# WORKING DATA
>>>

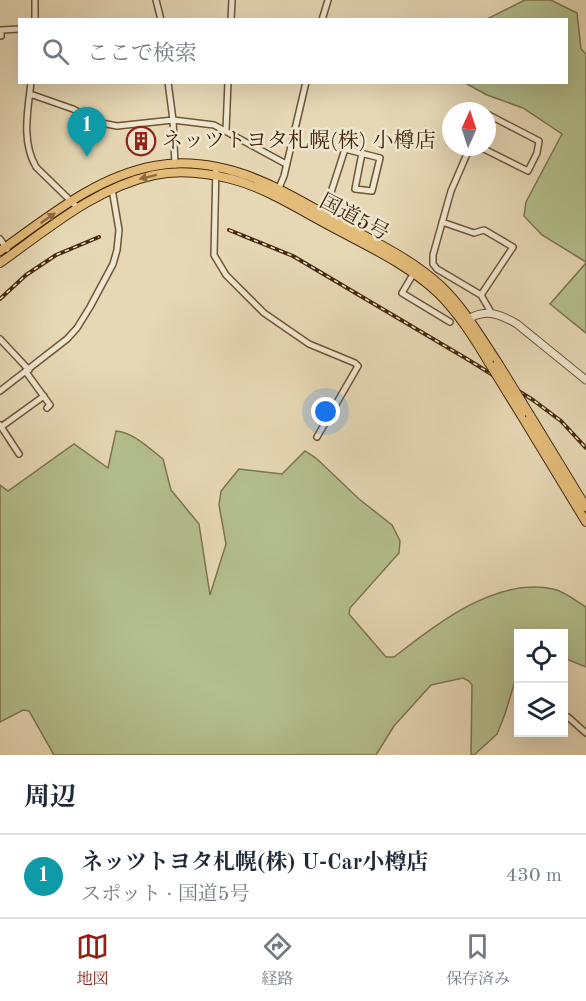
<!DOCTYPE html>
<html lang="ja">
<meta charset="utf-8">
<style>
:root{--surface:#fff;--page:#f2f2f3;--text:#1f2937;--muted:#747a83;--line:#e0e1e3;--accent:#8f2418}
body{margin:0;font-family:"Old Standard TT","Noto Serif JP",serif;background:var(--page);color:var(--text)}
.controls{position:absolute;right:18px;bottom:18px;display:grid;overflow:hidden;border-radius:0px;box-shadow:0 6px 24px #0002}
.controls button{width:54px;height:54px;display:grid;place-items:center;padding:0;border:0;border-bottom:2px solid var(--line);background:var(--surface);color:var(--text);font:30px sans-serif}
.compass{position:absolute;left:442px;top:102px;width:54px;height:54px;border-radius:50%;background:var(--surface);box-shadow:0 6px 24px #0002;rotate:3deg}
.you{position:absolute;left:326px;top:412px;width:21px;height:21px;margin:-15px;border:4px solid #fff;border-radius:50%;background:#1a73e8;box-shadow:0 0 0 9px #1a73e833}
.badge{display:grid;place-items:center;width:39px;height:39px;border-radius:50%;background:var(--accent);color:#fff;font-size:20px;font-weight:700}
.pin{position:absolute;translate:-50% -50px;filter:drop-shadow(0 2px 3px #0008)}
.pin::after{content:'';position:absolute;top:32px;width:21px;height:18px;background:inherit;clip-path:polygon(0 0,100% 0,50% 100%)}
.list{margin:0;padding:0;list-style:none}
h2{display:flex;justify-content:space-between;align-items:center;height:78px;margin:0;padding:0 24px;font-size:26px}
h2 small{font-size:20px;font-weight:400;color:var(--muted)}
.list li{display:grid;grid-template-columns:39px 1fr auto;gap:18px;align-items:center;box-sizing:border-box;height:84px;padding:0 24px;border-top:2px solid var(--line)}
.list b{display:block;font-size:22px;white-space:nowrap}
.list p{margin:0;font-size:20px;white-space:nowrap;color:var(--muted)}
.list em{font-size:20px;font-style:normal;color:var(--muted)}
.icon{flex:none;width:33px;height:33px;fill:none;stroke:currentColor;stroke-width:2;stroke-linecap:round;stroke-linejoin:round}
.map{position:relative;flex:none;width:586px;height:755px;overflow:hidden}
.search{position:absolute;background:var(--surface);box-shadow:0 6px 24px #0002;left:18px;right:18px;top:18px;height:66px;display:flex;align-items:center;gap:15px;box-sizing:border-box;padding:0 21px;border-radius:0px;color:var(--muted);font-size:22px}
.sheet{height:162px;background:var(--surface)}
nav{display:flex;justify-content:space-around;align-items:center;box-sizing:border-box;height:84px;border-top:2px solid var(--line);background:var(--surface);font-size:16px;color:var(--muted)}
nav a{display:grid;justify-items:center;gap:3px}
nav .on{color:var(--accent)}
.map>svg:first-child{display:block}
.green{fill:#b4bf8e;stroke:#7d744e;stroke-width:1.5}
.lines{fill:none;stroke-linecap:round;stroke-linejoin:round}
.minor-casing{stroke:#6e5537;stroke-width:8}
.tertiary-casing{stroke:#6e5537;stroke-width:9}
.trunk-casing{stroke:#46290d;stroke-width:10}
.minor{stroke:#efe6cf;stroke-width:5}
.tertiary{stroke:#efe6cf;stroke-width:7}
.trunk{stroke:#e3bc7a;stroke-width:8}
.rail-casing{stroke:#46290d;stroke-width:4}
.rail{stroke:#efe6cf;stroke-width:1.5;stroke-dasharray:4.5;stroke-linecap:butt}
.trunk-bridge-casing{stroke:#46290d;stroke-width:10;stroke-linecap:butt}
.trunk-bridge{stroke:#e3bc7a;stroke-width:8}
.oneway{fill:#8d6b3e}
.labels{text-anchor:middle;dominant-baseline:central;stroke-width:5;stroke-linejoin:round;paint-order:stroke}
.poi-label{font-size:21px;fill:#46290d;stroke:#efe6cf;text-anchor:start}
.street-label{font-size:21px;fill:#46290d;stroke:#efe6cf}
</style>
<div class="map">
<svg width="586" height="755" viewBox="0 0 586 755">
<rect width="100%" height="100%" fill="#e6d8b5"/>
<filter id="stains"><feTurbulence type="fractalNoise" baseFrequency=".00333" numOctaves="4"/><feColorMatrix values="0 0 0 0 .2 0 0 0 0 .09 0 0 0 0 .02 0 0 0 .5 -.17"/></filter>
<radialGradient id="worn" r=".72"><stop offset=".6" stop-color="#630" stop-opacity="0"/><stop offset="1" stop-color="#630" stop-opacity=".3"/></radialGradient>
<!-- green -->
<path class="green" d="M525 0H551L577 13 581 49 586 54V262L542 235 524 216 526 202 562 134 523 108 487 95 465 83 566 82V20L487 19Z
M586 263V333L550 304Z
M116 431C133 432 150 449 163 459L171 490 199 524 210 595 226 544 219 505 221 491 239 469 282 474 305 451 316 458 359 499 392 525 400 541 399 553 350 608 349 614 386 657H394C437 624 495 577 553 589 564 591 576 601 586 607V667L564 658V634H518V671L505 714 497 734 474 755H471L472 685 469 681 463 678 431 685 394 726 376 755H54L29 711 23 710 0 722V485L8 491 74 444 108 468Z"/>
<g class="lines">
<!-- minor casing -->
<g class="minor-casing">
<path id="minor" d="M156 0 161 20
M35 20V0
M231 20 232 0
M322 20 328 0
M1 36V30L20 29
M31 82C28 110 21 141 36 167L78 208
M168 82 173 120 175 165
M30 94 73 109 96 122 117 126 173 120 214 125 286 164
M226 130 228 82
M470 147 451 191 433 255V264L437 269 481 295 492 314
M480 147 528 171 537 153 539 141 487 114
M216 166 214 255 226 275 264 313 309 344 355 363 358 366 317 437
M278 190 284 176 306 82
M324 214 345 149 380 158 372 191 355 189 362 153
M442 222 474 233 484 230 513 247 481 295
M0 239 7 249
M415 271 402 293 450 322
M0 339 29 370
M26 372 50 405 47 408
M0 391 67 339 77 328 90 307 113 264 117 250 119 230 112 189
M0 425 19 454
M1 427 44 396
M568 717 586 733"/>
</g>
<!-- tertiary casing -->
<g class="tertiary-casing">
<path id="tertiary" d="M465 321C484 308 498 313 517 324L586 380"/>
</g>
<!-- trunk casing -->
<g class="trunk-casing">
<path id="trunk" d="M0 251C47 218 95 177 154 166 174 162 197 163 217 167 261 175 302 202 341 223 375 242 412 259 441 286 464 308 480 336 498 363
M0 263C48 229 95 188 154 175 178 170 207 173 231 179 266 188 298 209 330 226 367 246 407 264 438 293 459 314 474 338 489 363
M521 415 586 522
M530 415 586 507"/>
</g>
<!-- minor -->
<use href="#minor" class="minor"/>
<!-- tertiary -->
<use href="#tertiary" class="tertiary"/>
<!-- trunk -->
<use href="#trunk" class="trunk"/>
<!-- rail casing -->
<g class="rail-casing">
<path id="rail" d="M229 230 293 256 467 359 533 400 561 421 586 448
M0 299 26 275 56 255 99 237"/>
</g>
<!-- rail -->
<use href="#rail" class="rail"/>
<!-- trunk-bridge casing -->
<g class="trunk-bridge-casing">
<path id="trunk-bridge" d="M489 363 521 415
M498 363 530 415"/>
</g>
<!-- trunk-bridge -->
<use href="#trunk-bridge" class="trunk-bridge"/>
</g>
<!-- one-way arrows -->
<defs><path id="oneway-solid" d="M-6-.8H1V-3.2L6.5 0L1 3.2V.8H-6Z" transform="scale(1.5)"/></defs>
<g class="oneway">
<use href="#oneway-solid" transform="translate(148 177) rotate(166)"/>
<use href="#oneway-solid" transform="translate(48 218) rotate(-35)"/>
</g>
<!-- icons -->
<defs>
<g id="building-ring" transform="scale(1.5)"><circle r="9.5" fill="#efe6cf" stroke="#8f2418" stroke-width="1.5"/><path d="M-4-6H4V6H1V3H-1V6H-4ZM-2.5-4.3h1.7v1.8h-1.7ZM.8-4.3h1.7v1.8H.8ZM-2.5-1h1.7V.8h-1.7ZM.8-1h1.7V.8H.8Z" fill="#8f2418"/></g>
</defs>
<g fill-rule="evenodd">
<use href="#building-ring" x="141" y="141"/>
</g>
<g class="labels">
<!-- poi labels -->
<g class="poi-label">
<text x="162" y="141">ネッツトヨタ札幌(株) 小樽店</text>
</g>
<!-- street labels -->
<g class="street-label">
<text transform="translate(354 218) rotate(28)">国道5号</text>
</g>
</g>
<rect width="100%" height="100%" filter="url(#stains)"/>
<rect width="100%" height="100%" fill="url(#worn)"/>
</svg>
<div class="controls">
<button><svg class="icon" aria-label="locate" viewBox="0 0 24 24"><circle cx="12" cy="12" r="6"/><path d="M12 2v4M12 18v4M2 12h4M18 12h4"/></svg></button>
<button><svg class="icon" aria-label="layers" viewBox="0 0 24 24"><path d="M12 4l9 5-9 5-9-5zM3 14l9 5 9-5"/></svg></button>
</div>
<svg class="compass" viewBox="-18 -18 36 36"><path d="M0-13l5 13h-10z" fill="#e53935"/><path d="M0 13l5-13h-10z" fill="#747a83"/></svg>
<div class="you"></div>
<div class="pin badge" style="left:87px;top:157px;background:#0f9aa8">1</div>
<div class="search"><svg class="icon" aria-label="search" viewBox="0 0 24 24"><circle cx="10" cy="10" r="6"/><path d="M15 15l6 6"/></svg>ここで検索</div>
</div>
<section class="sheet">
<h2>周辺<small></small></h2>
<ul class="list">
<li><span class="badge" style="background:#0f9aa8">1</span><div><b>ネッツトヨタ札幌(株) U-Car小樽店</b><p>スポット · 国道5号</p></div><em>430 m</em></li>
</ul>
</section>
<nav>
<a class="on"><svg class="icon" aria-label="map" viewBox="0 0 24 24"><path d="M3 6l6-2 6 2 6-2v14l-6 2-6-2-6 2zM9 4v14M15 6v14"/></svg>地図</a>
<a><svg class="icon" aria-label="directions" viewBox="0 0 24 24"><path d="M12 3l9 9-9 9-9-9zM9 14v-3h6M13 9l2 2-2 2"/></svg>経路</a>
<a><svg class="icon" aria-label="saved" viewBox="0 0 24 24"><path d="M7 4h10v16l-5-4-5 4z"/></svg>保存済み</a>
</nav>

<<<

# YOUR TASK
Set down word for word the lines from the opening of the entries above through the line that contains "-50px;filter:drop-shadow(0 2px 3px", and omit every picture.

# FINISHED TASK
<!DOCTYPE html>
<html lang="ja">
<meta charset="utf-8">
<style>
:root{--surface:#fff;--page:#f2f2f3;--text:#1f2937;--muted:#747a83;--line:#e0e1e3;--accent:#8f2418}
body{margin:0;font-family:"Old Standard TT","Noto Serif JP",serif;background:var(--page);color:var(--text)}
.controls{position:absolute;right:18px;bottom:18px;display:grid;overflow:hidden;border-radius:0px;box-shadow:0 6px 24px #0002}
.controls button{width:54px;height:54px;display:grid;place-items:center;padding:0;border:0;border-bottom:2px solid var(--line);background:var(--surface);color:var(--text);font:30px sans-serif}
.compass{position:absolute;left:442px;top:102px;width:54px;height:54px;border-radius:50%;background:var(--surface);box-shadow:0 6px 24px #0002;rotate:3deg}
.you{position:absolute;left:326px;top:412px;width:21px;height:21px;margin:-15px;border:4px solid #fff;border-radius:50%;background:#1a73e8;box-shadow:0 0 0 9px #1a73e833}
.badge{display:grid;place-items:center;width:39px;height:39px;border-radius:50%;background:var(--accent);color:#fff;font-size:20px;font-weight:700}
.pin{position:absolute;translate:-50% -50px;filter:drop-shadow(0 2px 3px #0008)}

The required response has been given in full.